The award recognizes individuals who have made “significant and important contributions to the fields of sports medicine and/or exercise science.” According to its website, ACSM is made up of more than 50,000 members and certified professionals, and “is the authority for sports medicine and exercise science.”

Jakicic, who is also the founding director of Pitt’s new Healthy Lifestyle Institute (HLI), accepted his award at an Orlando conference in late May.


head shots of each woman

Engineering Researchers to Study Pittsburgh Lead Pipes

Two researchers at the University of Pittsburgh Swanson School of Engineering recently received a National Science Foundation Rapid Response Research (RAPID) grant for $175,000 to study the environmental effects of new anti-corrosion treatments currently being used on Pittsburgh’s lead pipes.
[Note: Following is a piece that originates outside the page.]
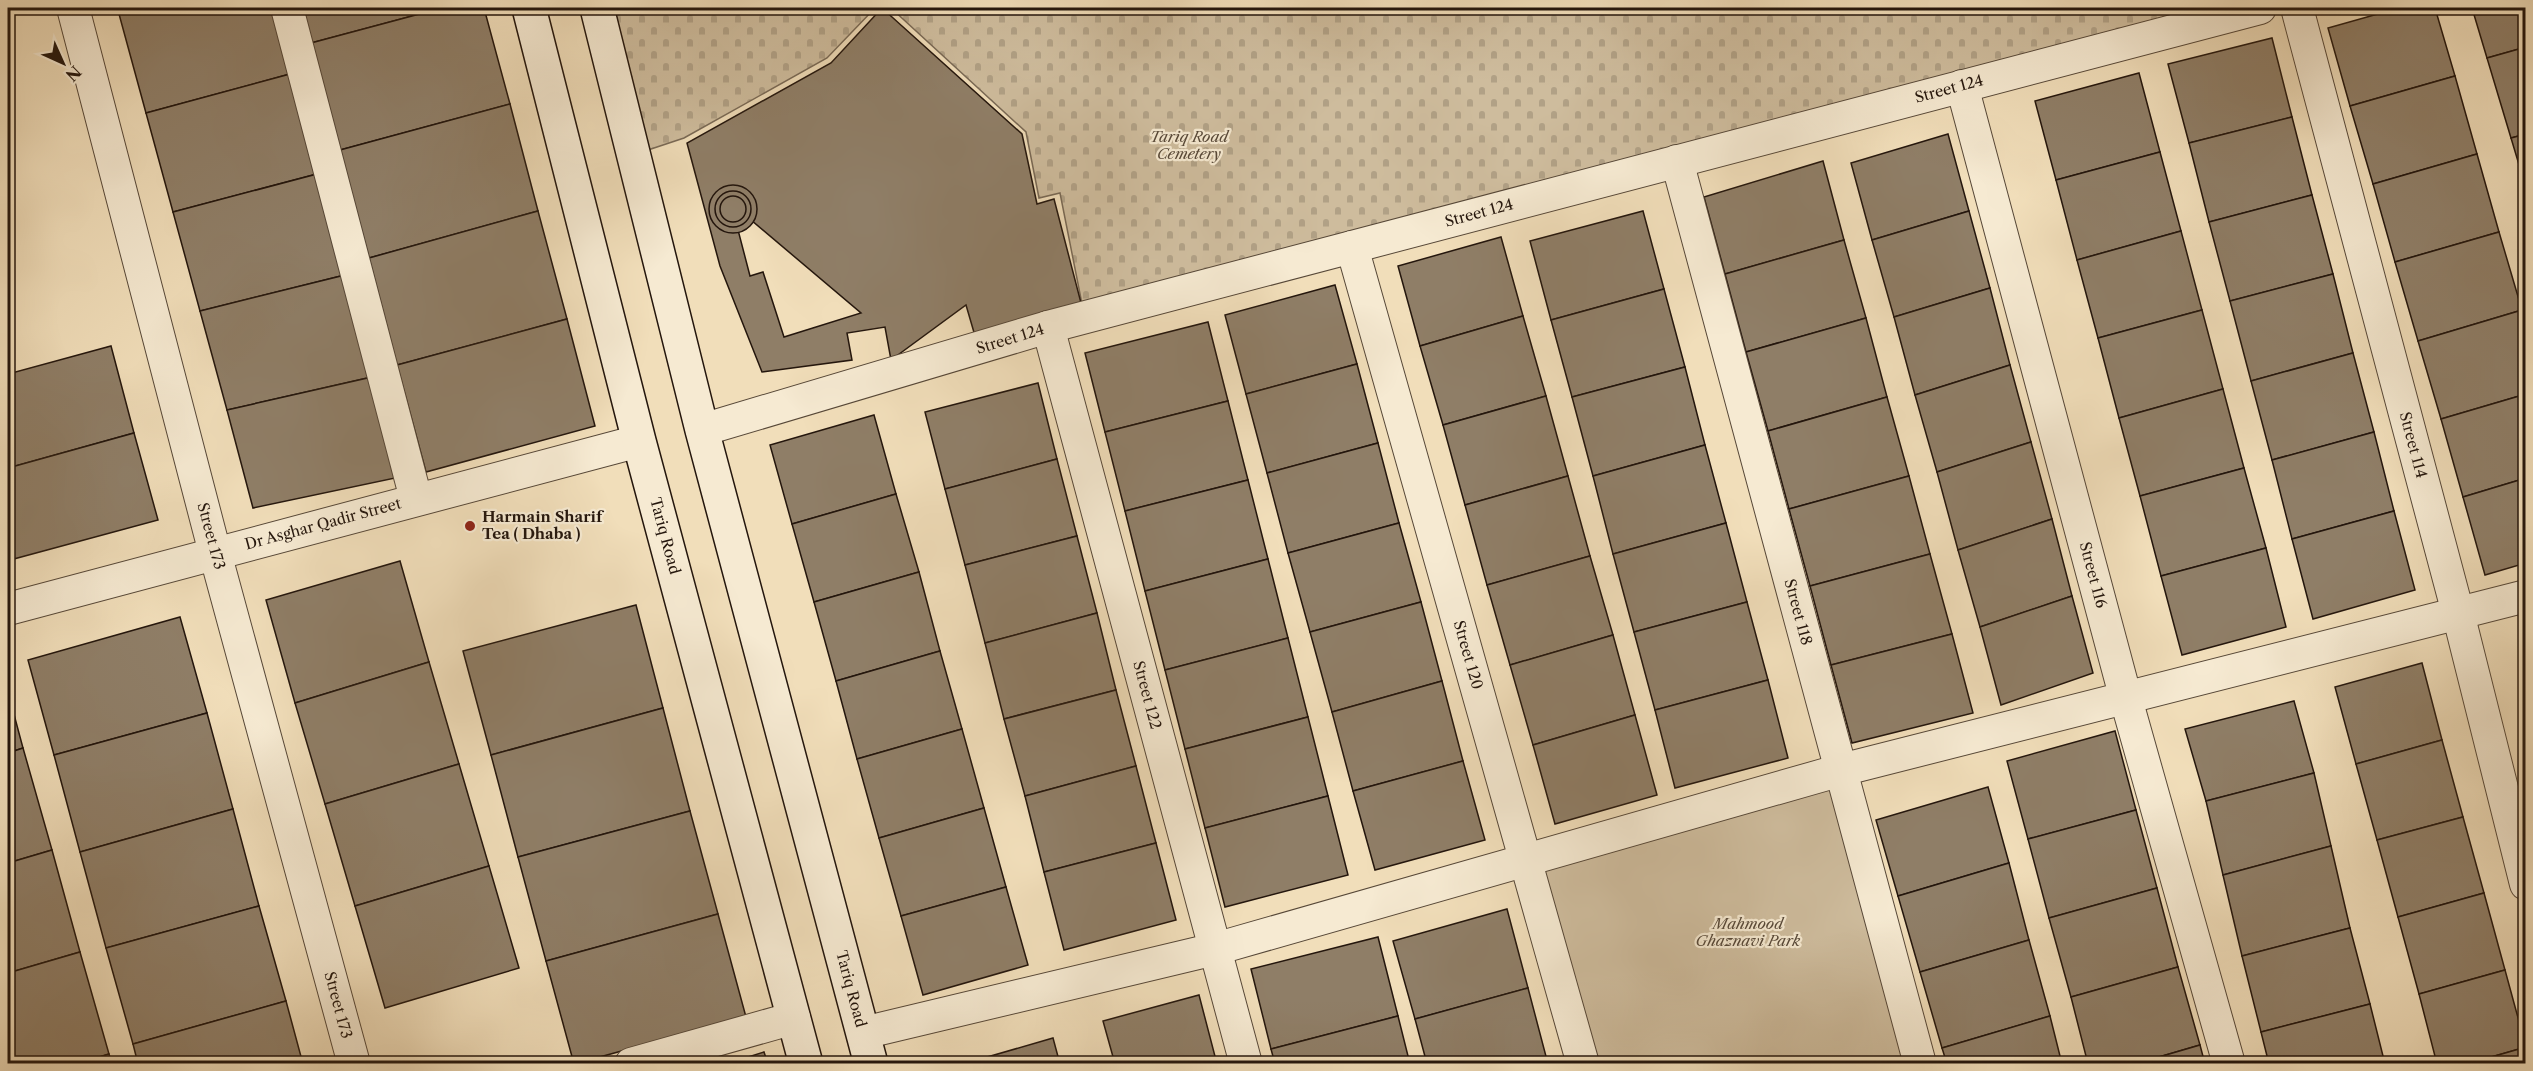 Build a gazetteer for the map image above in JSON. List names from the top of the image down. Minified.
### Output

Sarah Haig, assistant professor of civil and environmental engineering at the Swanson School of Engineering with a secondary appointment in environmental and occupational health at the Graduate School of Public Health, and Emily Elliott, associate professor of geology and environmental science in the Kenneth P. Dietrich School of Arts and Sciences and director of the Pittsburgh Water Collaboratory, will evaluate water samples provided by the Pittsburgh Water & Sewer Authority.

They will assess and monitor changes in the microbial ecology, water chemistry and nutrient availability in the water collected from pipes and urban streams connected to the system.